== Stored data ==
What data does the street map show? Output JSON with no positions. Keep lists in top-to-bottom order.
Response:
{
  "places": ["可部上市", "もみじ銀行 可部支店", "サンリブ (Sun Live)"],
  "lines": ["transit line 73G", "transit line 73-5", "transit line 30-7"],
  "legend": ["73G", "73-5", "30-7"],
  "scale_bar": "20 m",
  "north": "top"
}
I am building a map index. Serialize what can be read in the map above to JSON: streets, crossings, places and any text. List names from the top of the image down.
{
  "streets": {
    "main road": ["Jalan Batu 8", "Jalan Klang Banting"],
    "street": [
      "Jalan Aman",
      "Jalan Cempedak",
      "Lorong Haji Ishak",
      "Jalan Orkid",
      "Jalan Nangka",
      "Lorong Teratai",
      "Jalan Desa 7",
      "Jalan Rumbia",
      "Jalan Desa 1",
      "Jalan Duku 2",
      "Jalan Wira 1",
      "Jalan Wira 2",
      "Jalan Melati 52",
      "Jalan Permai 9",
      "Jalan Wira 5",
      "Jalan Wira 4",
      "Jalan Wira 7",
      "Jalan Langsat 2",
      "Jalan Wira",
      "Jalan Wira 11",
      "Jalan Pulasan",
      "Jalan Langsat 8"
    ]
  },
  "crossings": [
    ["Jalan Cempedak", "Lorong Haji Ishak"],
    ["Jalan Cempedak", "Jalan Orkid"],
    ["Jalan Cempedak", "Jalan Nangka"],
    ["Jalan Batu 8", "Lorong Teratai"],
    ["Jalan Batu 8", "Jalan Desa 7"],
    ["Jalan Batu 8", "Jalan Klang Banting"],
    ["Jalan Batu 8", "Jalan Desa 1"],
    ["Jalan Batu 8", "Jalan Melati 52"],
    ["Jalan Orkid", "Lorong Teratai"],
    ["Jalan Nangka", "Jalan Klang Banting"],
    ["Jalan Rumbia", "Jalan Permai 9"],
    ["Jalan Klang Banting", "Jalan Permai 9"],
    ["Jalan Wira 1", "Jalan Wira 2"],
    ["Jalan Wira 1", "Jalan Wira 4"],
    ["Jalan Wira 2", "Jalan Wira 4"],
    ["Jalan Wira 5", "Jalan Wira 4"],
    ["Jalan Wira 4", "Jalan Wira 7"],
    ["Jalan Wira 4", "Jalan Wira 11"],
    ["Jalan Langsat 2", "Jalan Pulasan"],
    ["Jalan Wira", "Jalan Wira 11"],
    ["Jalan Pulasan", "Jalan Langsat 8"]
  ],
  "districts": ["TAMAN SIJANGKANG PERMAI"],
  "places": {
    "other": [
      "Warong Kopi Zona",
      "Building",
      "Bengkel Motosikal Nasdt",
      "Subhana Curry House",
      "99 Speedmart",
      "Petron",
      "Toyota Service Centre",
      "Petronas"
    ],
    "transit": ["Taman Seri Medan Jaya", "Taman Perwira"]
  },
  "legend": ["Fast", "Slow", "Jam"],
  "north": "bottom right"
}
===
- **Work required**:
Tally the lines above that include "Pulasan"; give only the tally.

- **Answer**:
3